A great one for maps is Sidney. He doesn’t often go to the places shown on them, but from a quick scan of the lines and symbols he can see and damn near smell a wooded valley or some scruffy industrial wasteland. Me, I have to study the contour lines and refer to the key rather more ploddingly than Sid to get an idea of how the land lies.
‘Dave, how big a circle covers 100 hectares?’ A touch over one kilometre diameter, I reckoned.

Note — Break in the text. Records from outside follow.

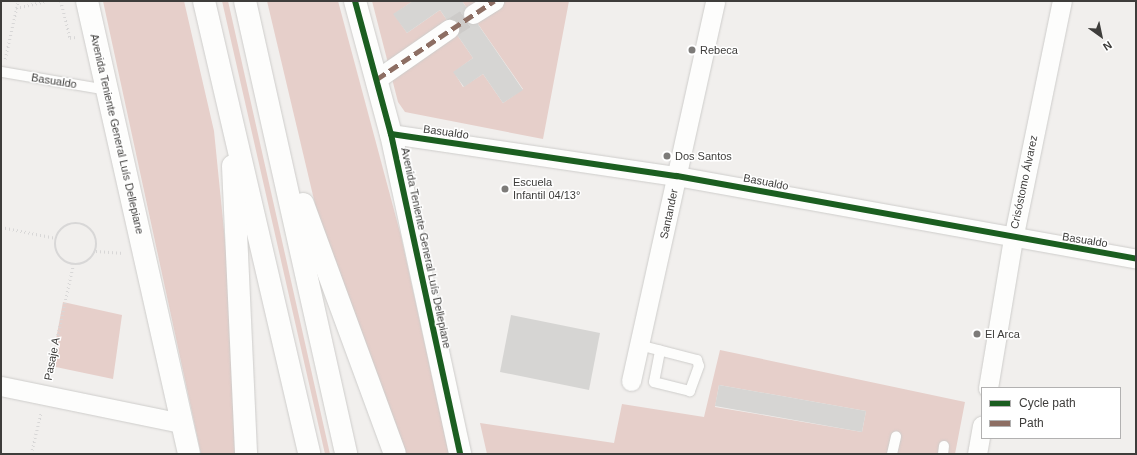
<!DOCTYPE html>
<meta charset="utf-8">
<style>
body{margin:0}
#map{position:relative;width:1137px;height:455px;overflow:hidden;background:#f1efed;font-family:Arial,sans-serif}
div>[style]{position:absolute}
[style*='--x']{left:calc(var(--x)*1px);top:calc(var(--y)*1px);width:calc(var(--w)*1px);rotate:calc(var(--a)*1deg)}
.green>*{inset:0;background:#e6cfca}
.building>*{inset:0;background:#d6d5d3}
.street-tunnel>*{height:19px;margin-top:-9.5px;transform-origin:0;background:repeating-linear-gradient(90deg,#cdcbc9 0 19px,transparent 0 29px)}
.path>*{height:2.5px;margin-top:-1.25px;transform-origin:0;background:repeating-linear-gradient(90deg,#d8d7d7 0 1px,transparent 0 4px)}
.path>.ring{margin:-1.25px;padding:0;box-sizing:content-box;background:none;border:2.5px solid #d8d7d7;border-radius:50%}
.roads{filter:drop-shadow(0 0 1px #cecdcb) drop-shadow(0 0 1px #cecdcb)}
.lane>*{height:10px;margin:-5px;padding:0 5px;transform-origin:5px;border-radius:5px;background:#fdfdfc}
.street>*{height:19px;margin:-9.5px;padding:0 9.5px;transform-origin:9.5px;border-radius:9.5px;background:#fdfdfc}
.secondary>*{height:22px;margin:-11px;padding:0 11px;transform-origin:11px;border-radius:11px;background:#fdfdfc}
.highway>*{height:22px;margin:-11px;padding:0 11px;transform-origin:11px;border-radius:11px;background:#fdfdfc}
.quiet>*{height:5px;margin-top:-2.5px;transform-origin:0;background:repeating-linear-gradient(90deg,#8d6e63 0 10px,transparent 0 15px)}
.cycleway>*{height:6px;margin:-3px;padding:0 3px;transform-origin:3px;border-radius:3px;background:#1b5e20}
.dots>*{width:11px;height:11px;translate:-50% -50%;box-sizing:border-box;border:2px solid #fff;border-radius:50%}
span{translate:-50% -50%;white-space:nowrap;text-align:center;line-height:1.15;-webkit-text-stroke:3px #fff;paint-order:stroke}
.poi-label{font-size:11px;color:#3e3d3b}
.left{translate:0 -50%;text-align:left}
.street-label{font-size:11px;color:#3e3d3b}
.frame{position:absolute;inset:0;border:2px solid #3e3d3b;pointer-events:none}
.legend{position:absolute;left:981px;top:387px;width:140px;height:52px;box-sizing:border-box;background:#fff;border:1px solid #b2b1b1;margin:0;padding:5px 7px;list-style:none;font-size:12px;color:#3e3d3b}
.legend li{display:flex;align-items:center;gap:8px;height:20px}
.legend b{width:20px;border:1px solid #b2b1b1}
.north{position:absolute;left:1081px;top:16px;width:40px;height:40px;-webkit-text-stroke:3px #fff;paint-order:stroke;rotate:147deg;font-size:11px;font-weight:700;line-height:16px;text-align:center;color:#3e3d3b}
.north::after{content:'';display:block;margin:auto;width:14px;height:18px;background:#3e3d3b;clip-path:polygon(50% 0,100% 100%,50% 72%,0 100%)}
</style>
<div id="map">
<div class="green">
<i style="clip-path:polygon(103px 1px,184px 1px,214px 131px,232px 310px,238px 454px,201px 454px)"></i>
<i style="clip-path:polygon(222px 1px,228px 1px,330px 454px,325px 454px)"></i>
<i style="clip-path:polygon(267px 1px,338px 1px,401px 236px,449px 454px,404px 454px,324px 242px)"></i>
<i style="clip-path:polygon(372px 1px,413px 1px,394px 14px,407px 33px,440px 10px,473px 58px,454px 72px,463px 87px,483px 74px,503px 103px,523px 89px,462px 1px,569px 1px,543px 139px,405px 112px,398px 102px)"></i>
<i style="clip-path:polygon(63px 302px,122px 315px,113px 379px,51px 366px)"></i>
<i style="clip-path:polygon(evenodd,720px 350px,965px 402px,955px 454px,487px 454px,480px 423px,614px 443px,622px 404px,704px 417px,720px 350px,719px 385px,866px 411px,862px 432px,715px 407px,719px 385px)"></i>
</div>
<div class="building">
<i style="clip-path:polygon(413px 1px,462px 1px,523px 90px,503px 103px,483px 74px,464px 87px,453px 72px,473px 58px,440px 10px,407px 33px,393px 14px)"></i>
<i style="clip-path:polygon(511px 315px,600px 333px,589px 390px,500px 372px)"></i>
<i style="clip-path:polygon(719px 385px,866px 411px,862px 432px,715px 406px)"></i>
</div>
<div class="street-tunnel">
<i style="--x:449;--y:29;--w:28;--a:-32"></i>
</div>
<div class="path">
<i style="--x:61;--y:1;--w:38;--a:76"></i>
<i style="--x:70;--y:38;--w:5;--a:-11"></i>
<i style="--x:16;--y:8;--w:31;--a:-13"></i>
<i style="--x:5;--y:59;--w:59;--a:-77.4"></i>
<i class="ring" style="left:55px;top:223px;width:39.5px;height:39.5px"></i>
<i style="--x:1;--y:227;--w:56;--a:11.3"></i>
<i style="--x:96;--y:251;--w:28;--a:4"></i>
<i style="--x:48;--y:378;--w:116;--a:-77.5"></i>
<i style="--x:31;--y:454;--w:43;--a:-76.6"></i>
</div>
<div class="roads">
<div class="lane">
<i style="--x:2;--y:72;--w:107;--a:9.7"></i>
<i style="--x:639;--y:345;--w:60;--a:14.5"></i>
<i style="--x:697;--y:360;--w:6;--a:72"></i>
<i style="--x:699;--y:366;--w:27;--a:110"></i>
<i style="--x:690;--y:391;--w:37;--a:-166"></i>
<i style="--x:654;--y:382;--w:32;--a:-79"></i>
<i style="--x:892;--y:454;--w:18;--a:-77"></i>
<i style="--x:943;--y:454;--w:8;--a:-83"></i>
</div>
<div class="street">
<i style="--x:473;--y:14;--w:25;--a:-32"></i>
<i style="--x:377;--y:79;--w:88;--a:-34.8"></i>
<i style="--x:391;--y:134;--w:289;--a:8.4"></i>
<i style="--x:677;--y:176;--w:466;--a:10.2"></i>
<i style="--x:631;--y:381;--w:389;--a:-77.5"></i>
<i style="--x:1;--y:386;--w:185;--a:11.6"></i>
<i style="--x:988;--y:388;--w:151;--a:-80.5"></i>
<i style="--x:1013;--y:239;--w:243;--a:-78.4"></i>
<i style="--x:977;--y:454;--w:29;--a:-80"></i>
</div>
<div class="secondary">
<i style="--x:87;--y:1;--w:464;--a:77.3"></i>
<i style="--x:355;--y:1;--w:138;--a:74.9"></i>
<i style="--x:391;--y:134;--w:327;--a:77.8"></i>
</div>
<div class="highway">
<i style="--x:204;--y:1;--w:465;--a:76.9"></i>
<i style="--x:245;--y:1;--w:464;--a:77.4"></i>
<i style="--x:233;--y:166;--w:288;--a:87.4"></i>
<i style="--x:303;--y:204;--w:266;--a:69.8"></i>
</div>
</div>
<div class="quiet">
<i style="--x:377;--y:79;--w:141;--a:-33.7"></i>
</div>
<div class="cycleway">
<i style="--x:355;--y:1;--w:138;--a:74.9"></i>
<i style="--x:391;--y:134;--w:327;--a:77.8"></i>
<i style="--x:391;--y:134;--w:289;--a:8.4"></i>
<i style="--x:677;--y:176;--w:466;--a:10.2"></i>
</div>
<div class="dots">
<i style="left:692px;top:50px;background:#7d7b79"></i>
<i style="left:667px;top:156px;background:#7d7b79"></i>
<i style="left:505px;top:189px;background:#7d7b79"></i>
<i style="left:977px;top:334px;background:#7d7b79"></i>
</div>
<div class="poi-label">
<span class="left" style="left:700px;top:50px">Rebeca</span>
<span class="left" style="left:675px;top:156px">Dos Santos</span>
<span class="left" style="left:513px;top:189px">Escuela<br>Infantil 04/13°</span>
<span class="left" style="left:985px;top:334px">El Arca</span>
</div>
<div class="street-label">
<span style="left:54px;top:81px;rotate:9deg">Basualdo</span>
<span style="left:446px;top:132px;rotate:8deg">Basualdo</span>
<span style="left:117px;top:134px;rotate:77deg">Avenida Teniente General Luís Dellepiane</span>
<span style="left:766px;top:182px;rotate:11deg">Basualdo</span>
<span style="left:1024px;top:182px;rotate:-78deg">Crisóstomo Álvarez</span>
<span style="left:669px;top:214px;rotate:-78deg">Santander</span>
<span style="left:1085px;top:240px;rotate:9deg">Basualdo</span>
<span style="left:426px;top:248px;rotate:78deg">Avenida Teniente General Luís Dellepiane</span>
<span style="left:52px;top:359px;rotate:-79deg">Pasaje A</span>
</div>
<div class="frame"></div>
<ul class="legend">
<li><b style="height:5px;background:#1b5e20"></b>Cycle path</li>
<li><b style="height:5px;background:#8d6e63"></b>Path</li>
</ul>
<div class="north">N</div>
</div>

‘Then how about here?’ said Sid, pointing to what seemed a random spot on the vast West Siberian Plain. It was wetland or bog at Semiozorki, on the right bank of the River Tom, bordered by scrub and woodland, west of the road from Seversk to the village of Nstsi Sputnik, about 20 km north west of Tomsk.
Here? What for?
‘Somewhere we can annex. Putin will never guess we might do it in Asian Russia. He’ll be too busy worrying about how to promote Zaporizhia or Mariupol as holiday destinations for adventure-seeking Muscovites. Absolute sucker punch. He probably hasn’t heard of Semiozorki, and no-one uses this land apart from wildfowl and kids from Seversk who manage to nick some vodka and borrow dad’s car. Mind you, Mr P will know about Seversk itself, because he keeps a load of his nuclear warheads there.’
(We discussed for a while whether teenage escape for booze and sex was more alluring than usual when you lived in a closed city like Seversk, with few visiting innocents to prey on.)
I asked Sid if he had in mind a big decree-signing event on TV or YouTube? Long red carpet, stony-faced, cowed audience, a rant from the lectern? Scripted by Armando Iannucci, I suggested.
‘Nothing so crass. We’ll just write a polite letter to Andrei Kelin.’
I must have looked blank at the man’s name.
‘Come on, Dave, Andrei Kelin, Russian ambassador. You and I write to him specifying our annexation, and justifying it on the grounds of long overdue inheritance.’
Er … why include me?
‘Tradition has it that a sub-group of Celts – some of your lot, Dave – came to Britain the long way round. Some of the Celtic women having, let’s say, intermingled with the locals, travelled west bearing offspring with inheritance rights to parts of what is now the Tomsk Oblast. In Putin’s view of history, that makes a cast iron case.’
Sid chose a circle of land 1.13 km in diameter, centred on Latitude 56.653, Longitude 84.767. It might still be a touch radioactive from a few decades ago, but has no dwellings, and therefore no need for a referendum according to his legal advisor, his sister-in-law Khrystyna from Lviv.
Dear old Sid is convinced the annexation will pose tricky questions for Mr Kelin as the high representative of the Russian Federation. The man always has a smile on his face when he’s interviewed, so he’ll probably try to make a joke of this too. A good line for him would be that the area requires development (he won’t mention the two-headed frogs and the need for decontamination), and are we going to come up with the funds? But when we say yes* and that there’s 10% in it for him, even he will blush and say you can’t just claim a part of someone else’s country. Then we’ve got him. He’ll probably be recalled to Moscow. But he might just ask Suella Braverman for asylum, having taken a shine to London. In a year, he could be a pundit on Newsnight. You can hear Kirsty: ‘Thank you for coming on the programme again, Andrei. How do you think your old boss, President Putin, will respond to the latest mass annexation of the Russian countryside by the British public, now more than 54,000 lots at 100 hectares each?’
Sid and Khrystyna are drafting the letter now.